Segment Open

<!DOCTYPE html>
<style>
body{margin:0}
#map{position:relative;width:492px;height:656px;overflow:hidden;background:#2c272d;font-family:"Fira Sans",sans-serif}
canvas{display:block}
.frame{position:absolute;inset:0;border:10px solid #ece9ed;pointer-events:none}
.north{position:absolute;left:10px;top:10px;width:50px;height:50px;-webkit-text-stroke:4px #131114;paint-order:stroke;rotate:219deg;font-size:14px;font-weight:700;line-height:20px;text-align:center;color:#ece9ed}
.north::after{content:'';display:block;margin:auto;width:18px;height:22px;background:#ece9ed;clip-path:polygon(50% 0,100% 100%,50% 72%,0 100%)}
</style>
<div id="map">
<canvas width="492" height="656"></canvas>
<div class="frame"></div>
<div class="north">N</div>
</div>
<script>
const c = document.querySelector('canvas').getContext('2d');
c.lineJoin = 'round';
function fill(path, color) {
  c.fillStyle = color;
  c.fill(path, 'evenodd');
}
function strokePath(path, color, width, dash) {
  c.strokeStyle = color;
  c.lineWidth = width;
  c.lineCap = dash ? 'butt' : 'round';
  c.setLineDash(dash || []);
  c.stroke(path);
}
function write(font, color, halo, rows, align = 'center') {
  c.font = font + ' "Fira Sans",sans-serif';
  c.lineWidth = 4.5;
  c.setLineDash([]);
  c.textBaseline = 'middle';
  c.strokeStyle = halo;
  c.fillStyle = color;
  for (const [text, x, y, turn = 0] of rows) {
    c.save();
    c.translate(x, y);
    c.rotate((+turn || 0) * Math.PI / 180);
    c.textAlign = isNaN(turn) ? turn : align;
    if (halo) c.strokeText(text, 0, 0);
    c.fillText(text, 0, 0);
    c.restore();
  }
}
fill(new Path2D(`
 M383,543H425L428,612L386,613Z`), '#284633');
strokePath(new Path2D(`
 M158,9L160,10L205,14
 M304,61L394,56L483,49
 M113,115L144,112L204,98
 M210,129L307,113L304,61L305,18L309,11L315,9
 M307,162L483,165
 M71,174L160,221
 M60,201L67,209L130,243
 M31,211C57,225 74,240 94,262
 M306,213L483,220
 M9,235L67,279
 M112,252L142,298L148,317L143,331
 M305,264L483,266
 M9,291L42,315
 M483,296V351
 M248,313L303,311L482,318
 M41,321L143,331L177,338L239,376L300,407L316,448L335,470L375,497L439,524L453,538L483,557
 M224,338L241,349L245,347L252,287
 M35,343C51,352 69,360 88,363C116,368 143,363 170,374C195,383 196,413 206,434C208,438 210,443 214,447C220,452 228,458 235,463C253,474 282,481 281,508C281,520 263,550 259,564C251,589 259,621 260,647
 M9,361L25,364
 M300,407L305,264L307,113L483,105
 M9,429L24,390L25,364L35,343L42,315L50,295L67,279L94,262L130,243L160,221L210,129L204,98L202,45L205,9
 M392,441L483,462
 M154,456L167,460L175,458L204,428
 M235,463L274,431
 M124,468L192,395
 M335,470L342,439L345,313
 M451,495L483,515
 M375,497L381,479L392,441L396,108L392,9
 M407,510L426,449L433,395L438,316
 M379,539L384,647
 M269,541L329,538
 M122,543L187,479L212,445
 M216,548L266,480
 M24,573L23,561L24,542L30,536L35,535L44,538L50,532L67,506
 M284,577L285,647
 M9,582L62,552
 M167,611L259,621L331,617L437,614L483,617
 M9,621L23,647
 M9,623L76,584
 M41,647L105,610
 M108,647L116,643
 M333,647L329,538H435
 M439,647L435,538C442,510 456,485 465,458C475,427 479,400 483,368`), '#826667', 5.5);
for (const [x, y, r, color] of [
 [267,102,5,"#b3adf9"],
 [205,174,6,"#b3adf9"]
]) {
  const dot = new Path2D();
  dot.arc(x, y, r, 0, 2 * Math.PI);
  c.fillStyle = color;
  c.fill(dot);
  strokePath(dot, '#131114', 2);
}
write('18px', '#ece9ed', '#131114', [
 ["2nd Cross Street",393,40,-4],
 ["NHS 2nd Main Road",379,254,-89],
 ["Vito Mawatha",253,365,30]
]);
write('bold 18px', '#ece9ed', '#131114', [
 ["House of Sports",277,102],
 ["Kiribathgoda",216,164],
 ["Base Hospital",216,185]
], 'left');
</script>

Segment Closed

Exercise objective | Every line containing the word "align" must be copied from the material above.

Final answer |
.north{position:absolute;left:10px;top:10px;width:50px;height:50px;-webkit-text-stroke:4px #131114;paint-order:stroke;rotate:219deg;font-size:14px;font-weight:700;line-height:20px;text-align:center;color:#ece9ed}
function write(font, color, halo, rows, align = 'center') {
    c.textAlign = isNaN(turn) ? turn : align;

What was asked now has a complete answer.